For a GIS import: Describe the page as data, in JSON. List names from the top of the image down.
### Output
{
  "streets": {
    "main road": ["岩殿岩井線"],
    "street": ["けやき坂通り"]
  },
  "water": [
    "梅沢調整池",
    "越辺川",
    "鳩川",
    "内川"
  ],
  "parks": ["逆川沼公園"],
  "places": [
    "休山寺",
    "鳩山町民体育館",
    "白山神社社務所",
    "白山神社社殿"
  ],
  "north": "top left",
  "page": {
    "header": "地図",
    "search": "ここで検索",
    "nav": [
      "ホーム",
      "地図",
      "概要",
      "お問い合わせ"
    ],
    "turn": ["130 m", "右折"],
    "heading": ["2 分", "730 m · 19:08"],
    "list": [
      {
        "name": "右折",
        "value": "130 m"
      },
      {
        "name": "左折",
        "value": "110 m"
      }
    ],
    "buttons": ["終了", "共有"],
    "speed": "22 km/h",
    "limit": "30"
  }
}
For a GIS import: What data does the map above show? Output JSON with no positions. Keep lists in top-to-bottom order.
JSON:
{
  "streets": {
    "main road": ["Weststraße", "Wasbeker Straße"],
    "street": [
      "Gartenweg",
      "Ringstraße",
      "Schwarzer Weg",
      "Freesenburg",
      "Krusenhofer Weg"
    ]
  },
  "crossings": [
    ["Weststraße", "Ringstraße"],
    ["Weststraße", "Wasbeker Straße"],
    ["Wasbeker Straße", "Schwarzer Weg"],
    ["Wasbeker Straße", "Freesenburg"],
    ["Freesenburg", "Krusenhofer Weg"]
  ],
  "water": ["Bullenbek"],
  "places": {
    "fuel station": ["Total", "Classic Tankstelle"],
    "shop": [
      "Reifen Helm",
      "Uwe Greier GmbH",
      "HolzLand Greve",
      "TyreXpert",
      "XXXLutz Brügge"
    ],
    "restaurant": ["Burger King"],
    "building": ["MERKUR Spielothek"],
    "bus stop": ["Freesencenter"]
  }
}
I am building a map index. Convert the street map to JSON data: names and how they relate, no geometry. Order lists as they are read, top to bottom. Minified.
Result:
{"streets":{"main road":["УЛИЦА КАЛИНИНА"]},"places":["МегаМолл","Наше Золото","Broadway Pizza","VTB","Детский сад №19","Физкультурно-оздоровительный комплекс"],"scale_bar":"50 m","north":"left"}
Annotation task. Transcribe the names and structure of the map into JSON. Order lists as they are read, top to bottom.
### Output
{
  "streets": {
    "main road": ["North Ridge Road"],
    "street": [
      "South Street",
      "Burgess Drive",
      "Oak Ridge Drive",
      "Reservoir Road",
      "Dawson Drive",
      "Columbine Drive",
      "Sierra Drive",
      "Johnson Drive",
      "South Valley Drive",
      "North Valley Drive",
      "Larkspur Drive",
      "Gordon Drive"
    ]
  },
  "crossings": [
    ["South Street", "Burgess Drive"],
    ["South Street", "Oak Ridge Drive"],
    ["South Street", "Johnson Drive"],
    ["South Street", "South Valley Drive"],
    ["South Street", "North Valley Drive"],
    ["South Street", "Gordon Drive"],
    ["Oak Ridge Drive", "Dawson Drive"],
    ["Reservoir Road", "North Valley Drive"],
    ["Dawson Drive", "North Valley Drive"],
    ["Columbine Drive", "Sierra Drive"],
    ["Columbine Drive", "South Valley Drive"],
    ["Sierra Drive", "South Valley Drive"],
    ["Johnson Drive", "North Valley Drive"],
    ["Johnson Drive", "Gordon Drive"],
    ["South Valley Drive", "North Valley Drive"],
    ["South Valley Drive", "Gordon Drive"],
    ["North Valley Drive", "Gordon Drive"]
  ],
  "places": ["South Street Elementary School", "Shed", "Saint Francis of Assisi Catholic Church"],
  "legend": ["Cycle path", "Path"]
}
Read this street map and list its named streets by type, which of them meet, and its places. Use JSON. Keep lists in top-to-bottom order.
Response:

Exercise instructions: Reproduce each line of the material containing the word "import".

Exercise solution:
For a GIS import: Describe the page as data, in JSON. List names from the top of the image down.
For a GIS import: What data does the map above show? Output JSON with no positions. Keep lists in top-to-bottom order.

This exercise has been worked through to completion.